[HN Gopher] Show HN: Minimax - A Compressed-First, Microcoded RI...
       ___________________________________________________________________
        
       Show HN: Minimax - A Compressed-First, Microcoded RISC-V CPU
        
       RISC-V's compressed instruction (RVC) extension is intended as an
       add-on to the regular, 32-bit instruction set, not a replacement or
       competitor. Its designers intended RVC instructions to be expanded
       into regular 32-bit RV32I equivalents via a pre-decoder.  What
       happens if we explicitly architect a RISC-V CPU to execute RVC
       instructions, and "mop up" any RV32I instructions that aren't
       convenient via a microcode layer? What architectural optimizations
       are unlocked as a result?  "Minimax" is an experimental RISC-V
       implementation intended to establish if an RVC-optimized CPU is, in
       practice, any simpler than an ordinary RV32I core with pre-decoder.
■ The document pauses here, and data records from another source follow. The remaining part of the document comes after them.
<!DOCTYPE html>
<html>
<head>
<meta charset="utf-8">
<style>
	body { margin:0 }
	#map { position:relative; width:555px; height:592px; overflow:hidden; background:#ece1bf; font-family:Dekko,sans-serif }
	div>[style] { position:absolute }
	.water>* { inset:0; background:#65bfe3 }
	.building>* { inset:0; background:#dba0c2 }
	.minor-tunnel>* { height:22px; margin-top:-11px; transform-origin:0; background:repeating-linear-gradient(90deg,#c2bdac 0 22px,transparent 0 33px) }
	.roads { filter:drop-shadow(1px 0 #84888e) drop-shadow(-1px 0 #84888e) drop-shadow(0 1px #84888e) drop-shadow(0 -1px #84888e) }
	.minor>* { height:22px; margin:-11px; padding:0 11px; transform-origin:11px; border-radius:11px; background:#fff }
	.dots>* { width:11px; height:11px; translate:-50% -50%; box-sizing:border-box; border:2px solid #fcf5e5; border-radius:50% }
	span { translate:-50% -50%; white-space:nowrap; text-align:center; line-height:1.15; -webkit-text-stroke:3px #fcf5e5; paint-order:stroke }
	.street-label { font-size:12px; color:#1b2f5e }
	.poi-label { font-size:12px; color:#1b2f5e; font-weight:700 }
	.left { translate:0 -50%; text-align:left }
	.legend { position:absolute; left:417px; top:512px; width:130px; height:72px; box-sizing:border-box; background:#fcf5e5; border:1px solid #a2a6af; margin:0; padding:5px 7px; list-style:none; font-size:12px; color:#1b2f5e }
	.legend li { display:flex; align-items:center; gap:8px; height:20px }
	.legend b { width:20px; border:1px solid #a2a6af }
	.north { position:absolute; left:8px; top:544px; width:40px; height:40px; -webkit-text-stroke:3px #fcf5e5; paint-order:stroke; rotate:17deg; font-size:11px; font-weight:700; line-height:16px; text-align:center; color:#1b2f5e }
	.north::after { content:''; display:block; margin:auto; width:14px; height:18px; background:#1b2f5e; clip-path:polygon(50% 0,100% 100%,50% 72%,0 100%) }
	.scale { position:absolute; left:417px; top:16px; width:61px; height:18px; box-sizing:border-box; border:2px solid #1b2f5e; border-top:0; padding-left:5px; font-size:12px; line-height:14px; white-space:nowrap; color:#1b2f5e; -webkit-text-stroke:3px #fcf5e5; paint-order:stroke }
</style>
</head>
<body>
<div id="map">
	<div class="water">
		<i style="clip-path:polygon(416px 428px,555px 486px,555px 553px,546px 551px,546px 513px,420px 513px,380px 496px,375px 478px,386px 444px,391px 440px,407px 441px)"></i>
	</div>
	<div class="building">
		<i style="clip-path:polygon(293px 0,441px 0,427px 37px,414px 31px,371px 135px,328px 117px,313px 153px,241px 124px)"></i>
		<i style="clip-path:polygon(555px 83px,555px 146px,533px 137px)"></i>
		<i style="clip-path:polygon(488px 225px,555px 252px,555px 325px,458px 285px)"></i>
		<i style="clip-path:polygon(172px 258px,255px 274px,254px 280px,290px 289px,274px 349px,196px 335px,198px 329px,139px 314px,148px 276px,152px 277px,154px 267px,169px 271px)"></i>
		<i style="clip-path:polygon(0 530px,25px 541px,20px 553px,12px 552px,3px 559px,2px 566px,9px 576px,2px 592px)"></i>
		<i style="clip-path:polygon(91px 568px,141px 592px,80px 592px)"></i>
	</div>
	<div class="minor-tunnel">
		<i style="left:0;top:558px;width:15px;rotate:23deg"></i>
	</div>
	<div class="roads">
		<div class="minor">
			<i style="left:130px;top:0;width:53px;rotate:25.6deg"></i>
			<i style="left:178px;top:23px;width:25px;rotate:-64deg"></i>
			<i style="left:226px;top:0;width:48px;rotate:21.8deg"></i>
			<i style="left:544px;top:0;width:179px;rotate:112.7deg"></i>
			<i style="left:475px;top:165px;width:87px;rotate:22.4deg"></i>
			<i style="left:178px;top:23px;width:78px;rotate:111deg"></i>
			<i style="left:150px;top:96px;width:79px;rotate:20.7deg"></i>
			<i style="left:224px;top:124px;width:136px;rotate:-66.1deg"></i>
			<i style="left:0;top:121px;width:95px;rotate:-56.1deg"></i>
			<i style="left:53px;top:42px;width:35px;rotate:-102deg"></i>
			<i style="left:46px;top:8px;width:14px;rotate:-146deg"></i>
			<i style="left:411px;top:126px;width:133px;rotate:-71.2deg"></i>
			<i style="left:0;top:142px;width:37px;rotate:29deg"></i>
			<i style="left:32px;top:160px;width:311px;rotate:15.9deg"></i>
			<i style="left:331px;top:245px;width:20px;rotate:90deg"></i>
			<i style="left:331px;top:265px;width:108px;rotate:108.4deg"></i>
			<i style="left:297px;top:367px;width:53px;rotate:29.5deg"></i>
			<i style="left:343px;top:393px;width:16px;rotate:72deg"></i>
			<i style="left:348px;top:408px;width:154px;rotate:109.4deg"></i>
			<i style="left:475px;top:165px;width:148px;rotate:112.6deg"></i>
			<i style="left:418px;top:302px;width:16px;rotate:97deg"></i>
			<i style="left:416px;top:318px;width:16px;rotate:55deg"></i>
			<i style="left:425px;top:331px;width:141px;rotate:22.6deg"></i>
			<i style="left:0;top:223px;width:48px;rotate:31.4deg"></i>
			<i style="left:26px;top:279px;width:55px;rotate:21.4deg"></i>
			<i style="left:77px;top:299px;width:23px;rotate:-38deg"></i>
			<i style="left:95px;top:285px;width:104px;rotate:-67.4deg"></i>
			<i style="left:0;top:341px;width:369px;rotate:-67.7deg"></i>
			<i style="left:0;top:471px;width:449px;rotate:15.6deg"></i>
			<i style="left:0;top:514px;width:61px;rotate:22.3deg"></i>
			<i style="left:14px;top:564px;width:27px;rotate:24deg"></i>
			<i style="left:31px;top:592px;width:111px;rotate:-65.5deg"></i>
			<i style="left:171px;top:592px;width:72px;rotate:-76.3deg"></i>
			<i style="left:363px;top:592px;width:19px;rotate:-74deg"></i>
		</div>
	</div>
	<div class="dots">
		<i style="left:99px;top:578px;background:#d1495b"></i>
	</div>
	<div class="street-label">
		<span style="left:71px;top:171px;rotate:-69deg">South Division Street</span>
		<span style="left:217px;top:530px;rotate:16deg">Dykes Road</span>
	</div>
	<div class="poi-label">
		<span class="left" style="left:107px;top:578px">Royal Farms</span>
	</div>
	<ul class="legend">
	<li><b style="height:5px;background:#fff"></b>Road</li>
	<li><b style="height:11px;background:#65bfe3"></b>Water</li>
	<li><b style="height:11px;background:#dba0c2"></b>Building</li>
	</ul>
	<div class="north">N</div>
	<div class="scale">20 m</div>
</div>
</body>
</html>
       While it passes a modest test suite, you should not use it without
       caution. (There are a large number of excellent, open source,
       "little" RISC-V implementations you should probably use reach for
       first.)
        
       Author : gsmecher
       Score  : 103 points
       Date   : 2022-11-01 15:41 UTC (7 hours ago)
        
 (HTM) web link (github.com)
 (TXT) w3m dump (github.com)
        
       | thrtythreeforty wrote:
       | This is very impressive, especially the performance per LUT! Did
       | I overlook frequency spec on a given target or did you not
       | specify?
       | 
       | Will the execute stage pipeline effectively to reach higher
       | f_max? (Of course there will be a small logic penalty, and a
       | larger FF penalty, but the core is small enough that it would
       | probably be tolerable.) Or is the core's whole architecture
       | predicated on a two stage design?
        
         | gsmecher wrote:
         | This core is targeted at "smaller-is-better" applications with
         | few actual instruction-throughput requirements. If it reaches
         | 200 MHz on a Xilinx KU060, I will be delighted. (That specific
         | clock frequency on that specific part carries heavy hints about
         | what this core is intended for.)
         | 
         | With that in mind: the single instruction-per-clock design is
         | for simplicity's sake, not performance's sake. If the execution
         | stage were pipelined, it'd be a different core. If performance
         | is the goal, I'd start by ripping out some of the details that
         | distinguish this core from other (excellent) RISC-V cores.
        
           | varispeed wrote:
           | KU060 costs a nice sum of PS4,529.10 on Mouser (out of stock
           | of course)
        
             | Teknoman117 wrote:
             | > out of stock of course
             | 
             | I picked probably the worst time imaginable to get into
             | FPGAs. All of my "higher" end stuff is repurposed mining
             | hardware...
        
           | thatcherc wrote:
           | > 200 MHz on a Xilinx KU060
           | 
           | > (That specific clock frequency on that specific part
           | carries heavy hints about what this core is intended for.)
           | 
           | Fun clue! Looks like the Xilinx KU060 is a rad-hard FPGA for
           | space applications. Does anyone know what 200 MHz might
           | imply? Comms maybe?
        
           | gaudat wrote:
           | Poor man's Tile64?
        
       | cmrdporcupine wrote:
       | This is very nice. A couple years ago I was playing around with a
       | hobby project I was dubbing "Retro-V" which was to be a RISC-V
       | core tied to a 1980s-style display processor and keyboard/mouse
       | input on a small FGPA and 512k or 1MB or so of SRAM. I was using
       | PicoRV32 for that, but this would have been be far better.
        
         | drh wrote:
         | Sounds interesting! What were you using for the display
         | processor?
        
           | cmrdporcupine wrote:
           | I was hand-rolling my own. I had it doing a basic 640x480
           | buffer with some basic character generation and sprite
           | support & HDMI/DVI output
           | 
           | These days I'd probably consider forking my friend Randy's
           | C64 VICII implementation (VIC-II Kawari) and just expand
           | framebuffer size, sprites, colours, etc, since he put so much
           | work into it.
           | 
           | It was a lot of fun, but I got stalled on the SD card
           | interface. That was more complexity than I felt with dealing
           | at that point. And I was working at Google at the time and so
           | they owned all my thoughts and deeds and going through the
           | open sourcing process for it would have been a hassle. If I
           | wasn't hunting for work and needing to make $$ right now, I'd
           | pick it up again maybe? Was more of a verilog learning
           | process.
        
         | gsmecher wrote:
         | PicoRV32 and FemtoRV32 are both excellent, conventional RISC-V
         | implementations, and are more complete and proven than Minimax.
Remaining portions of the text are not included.